— EXERCISE GOAL —
Leaving out every picture, copy the lines of the data exactly, from the first through the line containing "position:absolute; left:10px; top:10px;".

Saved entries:
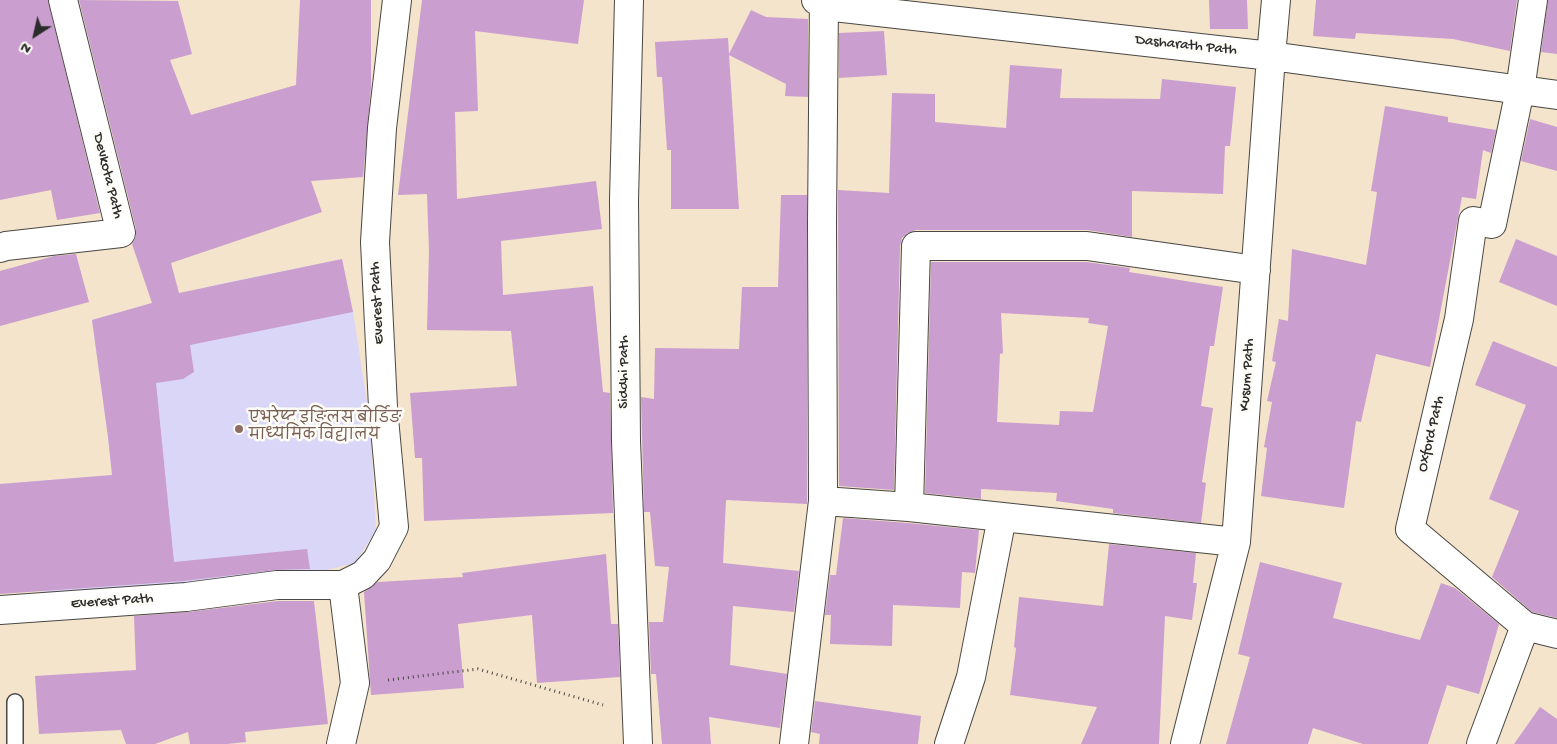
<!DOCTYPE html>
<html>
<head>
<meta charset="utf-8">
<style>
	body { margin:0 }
	#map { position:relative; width:1557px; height:744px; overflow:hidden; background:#f4e4cb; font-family:"Gochi Hand",sans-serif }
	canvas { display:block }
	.north { position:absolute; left:10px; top:10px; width:50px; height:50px; -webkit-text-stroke:4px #fdfcf7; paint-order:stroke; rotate:215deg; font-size:14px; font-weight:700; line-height:20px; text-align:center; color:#2b2b2b }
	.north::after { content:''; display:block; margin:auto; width:18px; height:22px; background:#2b2b2b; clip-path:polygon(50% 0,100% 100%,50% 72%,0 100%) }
</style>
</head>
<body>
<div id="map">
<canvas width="1557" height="744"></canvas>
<div class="north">N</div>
</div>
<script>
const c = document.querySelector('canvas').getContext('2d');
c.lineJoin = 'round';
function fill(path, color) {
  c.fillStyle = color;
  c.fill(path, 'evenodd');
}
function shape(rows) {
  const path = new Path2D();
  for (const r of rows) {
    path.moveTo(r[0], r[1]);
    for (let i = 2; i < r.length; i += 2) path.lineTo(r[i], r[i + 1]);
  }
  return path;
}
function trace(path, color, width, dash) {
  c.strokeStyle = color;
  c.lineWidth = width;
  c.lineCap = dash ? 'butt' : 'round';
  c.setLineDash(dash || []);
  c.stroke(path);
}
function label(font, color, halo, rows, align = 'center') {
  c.font = font + ' "Gochi Hand","Playpen Sans Deva",sans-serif';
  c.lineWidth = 5;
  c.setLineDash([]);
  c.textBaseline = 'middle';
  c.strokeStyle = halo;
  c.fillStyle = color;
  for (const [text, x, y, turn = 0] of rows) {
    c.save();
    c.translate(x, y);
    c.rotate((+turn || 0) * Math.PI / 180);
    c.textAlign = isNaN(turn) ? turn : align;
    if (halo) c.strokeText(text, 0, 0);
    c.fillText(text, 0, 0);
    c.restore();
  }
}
fill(shape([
	[342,259,353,312,370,421,376,531,355,563,310,574,43,601,38,540,0,484,112,475,108,437,92,320,215,285]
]), '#dad6f7');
fill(shape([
	[0,0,48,0,100,213,57,220,51,190,0,200],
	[79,0,178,1,192,54,170,60,191,115,296,85,300,0,371,0,371,88,363,177,311,181,322,212,171,263,179,293,342,259,353,312,190,345,194,372,183,379,156,383,174,562,307,549,310,569,275,570,184,581,0,594,0,484,112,475,108,437,92,320,152,303,132,244,136,237,136,229],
	[422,0,584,0,578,44,475,31,478,111,455,112,457,199,596,181,602,229,501,241,503,295,593,286,603,392,610,393,613,513,424,521,422,458,415,458,410,393,517,386,511,331,427,330,429,251,427,194,398,195],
	[1209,0,1247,0,1248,29,1210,29],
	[1316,0,1517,0,1510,51,1453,39,1356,33,1355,39,1313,36],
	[1548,0,1557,0,1557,54,1541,52],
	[751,10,766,17,808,19,808,97,785,96,786,84,729,55,739,209,671,209,671,150,667,150,662,77,657,77,655,42,728,38,729,54],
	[884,31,887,75,839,78,839,33],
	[1010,65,1062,69,1060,98,1160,99,1162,79,1236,87,1230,146,1225,146,1223,194,1132,191,1132,237,1087,230,916,230,908,233,902,238,900,246,894,490,839,486,838,190,889,193,892,93,935,94,935,122,1006,128],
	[1385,106,1448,117,1448,122,1496,130,1491,153,1483,150,1476,199,1462,197,1430,367,1376,354,1361,422,1356,421,1344,508,1261,496,1267,448,1264,447,1272,402,1267,401,1276,362,1272,361,1279,319,1288,321,1292,249,1366,265,1377,192,1371,191],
	[1530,119,1557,127,1557,171,1521,161],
	[781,195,807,195,807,504,726,500,723,563,799,571,794,612,733,606,730,665,787,674,780,728,709,717,711,744,662,744,656,674,651,674,649,622,663,622,669,567,655,566,650,512,644,512,641,397,654,399,655,348,739,349,742,287,778,287],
	[1516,239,1557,256,1557,306,1499,282],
	[76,254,89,302,0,326,0,271,54,256],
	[931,262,1086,262,1130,268,1129,272,1223,287,1214,346,1210,346,1201,406,1213,408,1202,482,1206,483,1201,523,1113,513,1113,509,1056,501,1057,493,981,489,981,499,925,493],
	[1001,313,1089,318,1088,323,1108,326,1093,412,1060,411,1059,425,997,422,1000,354,1003,353],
	[1493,341,1557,367,1557,618,1532,612,1492,577,1519,511,1489,499,1526,405,1475,385],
	[843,518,908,523,979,530,975,573,962,572,960,608,893,605,892,646,830,644,831,615,825,615,830,575,836,575],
	[1109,544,1196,553,1193,583,1197,583,1192,620,1165,616,1159,744,1081,744,1097,707,1010,695,1016,648,1014,647,1019,597,1103,606],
	[606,554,611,624,618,624,620,677,537,683,532,615,458,624,464,688,371,695,364,592,378,582,463,577,462,573],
	[1260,562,1342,583,1333,618,1420,640,1441,583,1455,588,1499,624,1479,694,1447,685,1428,744,1363,744,1313,728,1308,744,1226,744,1250,657,1238,654],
	[278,601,314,601,328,724,245,732,246,742,227,744,190,744,188,732,155,744,126,744,121,730,39,734,35,676,136,670,134,616,188,612],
	[815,701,921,716,918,744,819,744,820,734,811,732],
	[1540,707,1557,719,1557,744,1514,744]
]), '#ca9ecf');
const lane = shape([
	[15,702,15,744]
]);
const street = shape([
	[629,0,624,200,626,441,638,744],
	[816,0,825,6,1271,56,1557,95],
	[0,248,6,246,121,233,63,0],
	[823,501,822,223,824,0],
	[909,507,916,246,1087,246,1256,270],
	[343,585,363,575,377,560,394,527,383,407,375,242,382,128,397,0],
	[0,610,186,597,277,585,343,585,355,683,341,744],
	[1525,626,1557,634],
	[794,744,823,501,909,507,1236,542],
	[949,744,971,677,1002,517],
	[1185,744,1236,542,1271,56,1276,0],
	[1481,744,1525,626,1410,529,1459,319,1473,221,1492,224,1520,90,1533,0]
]);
trace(lane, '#494743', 18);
trace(street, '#494743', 30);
trace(shape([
	[388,680,478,669,603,705]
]), '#494743', 3, [1, 4]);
trace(lane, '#fff', 15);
trace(street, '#fff', 28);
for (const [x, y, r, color] of [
	[239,429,5,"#8d6e63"]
]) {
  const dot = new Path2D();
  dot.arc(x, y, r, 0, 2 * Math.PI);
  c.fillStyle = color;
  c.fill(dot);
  trace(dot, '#fdfcf7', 2);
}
label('15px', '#2b2b2b', '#fdfcf7', [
	["Dasharath Path",1186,46,6],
	["Devkota Path",107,176,76],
	["Everest Path",378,303,-93],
	["Siddhi Path",625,372,-90],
	["Kusum Path",1248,375,-86],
	["Oxford Path",1432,434,-77],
	["Everest Path",112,602,-4]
]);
label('15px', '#785e54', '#fdfcf7', [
	["एभरेष्ट इङ्लिस बोर्डिङ",249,420],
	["माध्यमिक विद्यालय",249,437]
], 'left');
</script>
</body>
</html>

— WORKED SOLUTION —
<!DOCTYPE html>
<html>
<head>
<meta charset="utf-8">
<style>
	body { margin:0 }
	#map { position:relative; width:1557px; height:744px; overflow:hidden; background:#f4e4cb; font-family:"Gochi Hand",sans-serif }
	canvas { display:block }
	.north { position:absolute; left:10px; top:10px; width:50px; height:50px; -webkit-text-stroke:4px #fdfcf7; paint-order:stroke; rotate:215deg; font-size:14px; font-weight:700; line-height:20px; text-align:center; color:#2b2b2b }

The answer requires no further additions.